Ausgelöst hat den Streit der Münchner Gastronom Alexander Egger. Er will erreichen, dass die Vergabe zweier Standplätze – betroffen sind das Paulaner-Festzelt und die Schottenhamel-Festhalle – künftig dem europäischen Vergaberecht unterliegt.
Die Vergabekammer Südbayern hatte Eggers Antrag im Mai zurückgewiesen, er legte jedoch Beschwerde ein. Für die Wiesn 2026 hat das Verfahren keine Folgen mehr: Das Gericht erlaubte im Juni, die beiden Festhallen wie geplant aufzubauen.
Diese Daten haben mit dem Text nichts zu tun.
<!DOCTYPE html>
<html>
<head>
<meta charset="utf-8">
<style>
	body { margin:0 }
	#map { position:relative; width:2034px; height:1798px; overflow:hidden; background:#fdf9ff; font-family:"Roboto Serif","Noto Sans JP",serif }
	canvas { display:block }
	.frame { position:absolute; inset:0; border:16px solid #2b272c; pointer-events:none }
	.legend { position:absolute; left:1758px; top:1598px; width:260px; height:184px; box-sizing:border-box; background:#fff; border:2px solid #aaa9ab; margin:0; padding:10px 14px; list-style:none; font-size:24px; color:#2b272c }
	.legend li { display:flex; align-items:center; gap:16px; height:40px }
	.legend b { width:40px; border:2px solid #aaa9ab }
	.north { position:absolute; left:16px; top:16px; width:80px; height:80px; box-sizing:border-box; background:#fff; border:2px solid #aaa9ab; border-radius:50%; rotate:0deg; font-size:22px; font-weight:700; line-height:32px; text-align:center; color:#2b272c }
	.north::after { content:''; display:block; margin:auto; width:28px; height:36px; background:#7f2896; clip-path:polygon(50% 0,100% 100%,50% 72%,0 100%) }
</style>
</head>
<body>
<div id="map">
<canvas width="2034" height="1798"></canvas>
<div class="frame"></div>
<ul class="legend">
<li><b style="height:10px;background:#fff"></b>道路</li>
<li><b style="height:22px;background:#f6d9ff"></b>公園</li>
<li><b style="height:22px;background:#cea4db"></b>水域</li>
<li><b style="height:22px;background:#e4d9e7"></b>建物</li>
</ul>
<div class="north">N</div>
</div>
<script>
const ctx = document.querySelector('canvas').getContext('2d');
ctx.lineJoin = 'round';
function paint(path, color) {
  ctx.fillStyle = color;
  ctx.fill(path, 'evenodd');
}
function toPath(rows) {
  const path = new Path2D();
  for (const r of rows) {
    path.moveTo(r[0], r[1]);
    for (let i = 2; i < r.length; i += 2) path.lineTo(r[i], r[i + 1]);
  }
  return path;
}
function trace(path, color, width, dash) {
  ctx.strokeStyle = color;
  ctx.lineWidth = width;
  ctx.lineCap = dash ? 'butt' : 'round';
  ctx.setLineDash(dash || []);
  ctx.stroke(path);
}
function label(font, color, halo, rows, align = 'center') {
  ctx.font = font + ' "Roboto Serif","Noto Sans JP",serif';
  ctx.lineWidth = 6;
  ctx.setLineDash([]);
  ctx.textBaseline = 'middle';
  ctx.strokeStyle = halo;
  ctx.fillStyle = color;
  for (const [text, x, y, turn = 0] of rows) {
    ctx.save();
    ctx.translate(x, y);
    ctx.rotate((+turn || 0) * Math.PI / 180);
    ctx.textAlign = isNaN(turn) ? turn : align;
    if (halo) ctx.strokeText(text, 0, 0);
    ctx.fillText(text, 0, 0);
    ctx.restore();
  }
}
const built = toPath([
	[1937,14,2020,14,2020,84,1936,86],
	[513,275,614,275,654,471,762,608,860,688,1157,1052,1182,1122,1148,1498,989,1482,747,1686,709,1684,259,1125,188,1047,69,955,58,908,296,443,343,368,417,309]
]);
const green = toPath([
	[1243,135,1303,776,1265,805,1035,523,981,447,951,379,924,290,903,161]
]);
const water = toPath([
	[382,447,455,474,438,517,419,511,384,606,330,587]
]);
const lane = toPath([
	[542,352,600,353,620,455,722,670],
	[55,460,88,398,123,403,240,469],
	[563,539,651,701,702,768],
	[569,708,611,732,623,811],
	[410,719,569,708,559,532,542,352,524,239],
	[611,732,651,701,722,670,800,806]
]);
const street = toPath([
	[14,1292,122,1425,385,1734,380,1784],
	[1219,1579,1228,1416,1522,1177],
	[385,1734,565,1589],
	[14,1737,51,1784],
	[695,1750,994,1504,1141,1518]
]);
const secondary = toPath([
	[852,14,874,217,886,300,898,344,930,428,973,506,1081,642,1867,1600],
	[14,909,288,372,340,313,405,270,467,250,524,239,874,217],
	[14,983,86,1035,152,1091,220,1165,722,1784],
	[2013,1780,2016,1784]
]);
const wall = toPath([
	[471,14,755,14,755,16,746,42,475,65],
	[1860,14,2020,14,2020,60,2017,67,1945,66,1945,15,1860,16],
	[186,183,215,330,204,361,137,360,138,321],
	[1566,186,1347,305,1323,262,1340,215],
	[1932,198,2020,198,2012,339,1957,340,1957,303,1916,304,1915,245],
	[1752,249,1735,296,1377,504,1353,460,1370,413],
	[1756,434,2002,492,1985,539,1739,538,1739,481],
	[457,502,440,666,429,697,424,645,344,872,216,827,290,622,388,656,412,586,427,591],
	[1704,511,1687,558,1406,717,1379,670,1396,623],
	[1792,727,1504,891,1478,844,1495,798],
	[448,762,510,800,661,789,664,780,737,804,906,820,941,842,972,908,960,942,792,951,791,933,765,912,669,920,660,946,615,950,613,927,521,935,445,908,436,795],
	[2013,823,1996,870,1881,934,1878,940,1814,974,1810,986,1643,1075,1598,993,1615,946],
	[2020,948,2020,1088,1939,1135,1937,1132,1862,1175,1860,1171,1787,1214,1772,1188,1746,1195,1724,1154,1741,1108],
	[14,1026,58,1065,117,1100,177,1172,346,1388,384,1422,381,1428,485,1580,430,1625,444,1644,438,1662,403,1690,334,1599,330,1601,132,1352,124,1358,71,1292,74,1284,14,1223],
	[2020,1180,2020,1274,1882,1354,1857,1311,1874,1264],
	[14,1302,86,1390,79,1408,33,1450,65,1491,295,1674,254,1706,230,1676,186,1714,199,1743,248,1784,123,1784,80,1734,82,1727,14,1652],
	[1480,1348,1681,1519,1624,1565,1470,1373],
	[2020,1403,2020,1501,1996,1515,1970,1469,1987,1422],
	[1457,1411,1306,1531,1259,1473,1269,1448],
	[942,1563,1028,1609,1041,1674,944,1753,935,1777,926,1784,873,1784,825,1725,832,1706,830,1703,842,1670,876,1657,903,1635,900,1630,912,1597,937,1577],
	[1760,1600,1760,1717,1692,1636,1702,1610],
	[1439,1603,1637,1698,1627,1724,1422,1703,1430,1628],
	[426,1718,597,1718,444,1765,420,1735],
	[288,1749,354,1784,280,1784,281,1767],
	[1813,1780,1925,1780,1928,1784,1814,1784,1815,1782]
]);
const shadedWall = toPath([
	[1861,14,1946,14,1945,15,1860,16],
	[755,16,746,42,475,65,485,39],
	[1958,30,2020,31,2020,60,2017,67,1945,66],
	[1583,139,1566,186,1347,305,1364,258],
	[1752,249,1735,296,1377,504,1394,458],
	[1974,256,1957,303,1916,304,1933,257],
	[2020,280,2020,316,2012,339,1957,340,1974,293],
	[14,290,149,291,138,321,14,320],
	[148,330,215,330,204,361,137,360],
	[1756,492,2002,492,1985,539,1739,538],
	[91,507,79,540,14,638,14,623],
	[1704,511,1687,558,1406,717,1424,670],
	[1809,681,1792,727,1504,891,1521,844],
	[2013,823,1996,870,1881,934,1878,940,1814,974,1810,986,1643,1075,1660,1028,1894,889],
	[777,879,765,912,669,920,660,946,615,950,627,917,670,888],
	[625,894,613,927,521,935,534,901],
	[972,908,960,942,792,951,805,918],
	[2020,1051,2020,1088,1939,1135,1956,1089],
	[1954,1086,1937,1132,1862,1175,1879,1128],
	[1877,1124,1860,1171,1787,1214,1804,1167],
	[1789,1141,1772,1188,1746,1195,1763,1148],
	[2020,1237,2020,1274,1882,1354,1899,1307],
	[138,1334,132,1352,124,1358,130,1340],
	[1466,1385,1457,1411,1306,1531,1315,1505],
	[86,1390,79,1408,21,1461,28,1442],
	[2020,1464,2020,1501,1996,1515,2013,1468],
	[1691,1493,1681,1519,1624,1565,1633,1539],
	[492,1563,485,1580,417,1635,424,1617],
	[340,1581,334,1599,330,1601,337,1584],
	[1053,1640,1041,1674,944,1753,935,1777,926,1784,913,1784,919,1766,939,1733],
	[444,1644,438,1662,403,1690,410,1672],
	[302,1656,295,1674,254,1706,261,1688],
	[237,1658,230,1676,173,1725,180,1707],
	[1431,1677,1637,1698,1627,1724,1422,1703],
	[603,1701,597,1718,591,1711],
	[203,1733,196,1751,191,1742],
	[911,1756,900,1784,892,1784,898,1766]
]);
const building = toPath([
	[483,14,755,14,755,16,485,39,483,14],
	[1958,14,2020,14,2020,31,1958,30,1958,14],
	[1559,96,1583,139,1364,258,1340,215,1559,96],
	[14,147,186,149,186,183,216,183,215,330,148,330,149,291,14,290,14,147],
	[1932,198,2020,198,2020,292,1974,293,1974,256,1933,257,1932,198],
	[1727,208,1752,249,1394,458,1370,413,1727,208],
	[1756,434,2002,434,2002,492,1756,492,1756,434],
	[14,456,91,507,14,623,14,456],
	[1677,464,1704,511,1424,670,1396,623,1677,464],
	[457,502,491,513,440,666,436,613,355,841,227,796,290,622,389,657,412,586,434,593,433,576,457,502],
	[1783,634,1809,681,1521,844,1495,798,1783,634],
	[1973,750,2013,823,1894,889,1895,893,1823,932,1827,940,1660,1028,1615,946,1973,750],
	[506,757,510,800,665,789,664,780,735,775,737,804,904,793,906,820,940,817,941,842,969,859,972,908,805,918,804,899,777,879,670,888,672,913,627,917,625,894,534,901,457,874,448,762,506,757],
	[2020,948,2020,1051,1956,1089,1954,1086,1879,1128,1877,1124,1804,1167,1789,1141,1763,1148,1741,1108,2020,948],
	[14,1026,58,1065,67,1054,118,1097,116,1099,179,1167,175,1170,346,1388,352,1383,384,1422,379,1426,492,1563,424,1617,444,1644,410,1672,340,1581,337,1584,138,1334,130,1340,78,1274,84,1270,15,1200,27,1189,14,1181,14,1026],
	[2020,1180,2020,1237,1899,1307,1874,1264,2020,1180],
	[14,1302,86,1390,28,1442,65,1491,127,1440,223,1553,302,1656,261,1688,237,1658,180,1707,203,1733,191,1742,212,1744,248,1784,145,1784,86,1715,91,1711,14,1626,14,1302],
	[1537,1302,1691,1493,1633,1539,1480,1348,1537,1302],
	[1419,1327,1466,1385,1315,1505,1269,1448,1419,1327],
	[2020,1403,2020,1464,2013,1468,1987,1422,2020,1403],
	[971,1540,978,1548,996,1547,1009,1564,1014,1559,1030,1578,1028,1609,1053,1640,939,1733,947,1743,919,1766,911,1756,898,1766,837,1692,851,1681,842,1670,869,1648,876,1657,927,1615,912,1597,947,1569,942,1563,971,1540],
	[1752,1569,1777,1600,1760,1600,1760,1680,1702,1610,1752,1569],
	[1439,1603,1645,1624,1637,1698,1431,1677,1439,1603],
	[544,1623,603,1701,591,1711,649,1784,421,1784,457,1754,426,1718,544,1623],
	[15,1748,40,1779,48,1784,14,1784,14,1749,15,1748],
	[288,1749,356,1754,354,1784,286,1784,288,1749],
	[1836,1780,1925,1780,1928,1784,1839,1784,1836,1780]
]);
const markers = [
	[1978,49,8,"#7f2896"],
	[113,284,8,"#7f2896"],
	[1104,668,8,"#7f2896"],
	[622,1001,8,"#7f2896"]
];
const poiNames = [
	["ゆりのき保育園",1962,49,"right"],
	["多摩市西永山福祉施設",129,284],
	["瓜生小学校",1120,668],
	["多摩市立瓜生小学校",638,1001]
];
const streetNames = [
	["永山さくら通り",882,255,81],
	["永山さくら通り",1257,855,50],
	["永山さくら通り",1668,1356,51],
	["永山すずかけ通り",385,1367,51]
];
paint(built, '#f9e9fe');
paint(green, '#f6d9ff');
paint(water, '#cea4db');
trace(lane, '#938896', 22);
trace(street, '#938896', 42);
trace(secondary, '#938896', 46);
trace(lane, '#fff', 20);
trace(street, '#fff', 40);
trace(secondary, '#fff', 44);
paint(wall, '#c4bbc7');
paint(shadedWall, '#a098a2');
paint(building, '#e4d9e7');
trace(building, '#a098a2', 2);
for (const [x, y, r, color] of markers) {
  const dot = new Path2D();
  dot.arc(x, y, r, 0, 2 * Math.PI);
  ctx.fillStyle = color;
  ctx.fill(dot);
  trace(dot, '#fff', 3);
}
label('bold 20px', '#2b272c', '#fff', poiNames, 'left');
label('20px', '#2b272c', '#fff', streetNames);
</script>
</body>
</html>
Die grundsätzliche Rechtsfrage blieb jedoch offen. Ein Urteil steht weiterhin aus, trotz einer ersten mündlichen Einschätzung des Gerichts im Sinne der Wiesn-Wirte am Freitag.
„Vieles, was als gesichert galt, ist nicht mehr sicher“
Die Unsicherheit über die noch offene endgültige Entscheidung des Gerichts ist bei der Bierprobe spürbar. Wiesn-Stadträtin Anja Berger (Grüne) sagt: „Vieles, was als gesichert galt, ist nicht mehr sicher.“ Sie hoffe, „dass es gut für die Wiesn ausgeht, wie wir sie kennen und lieben“.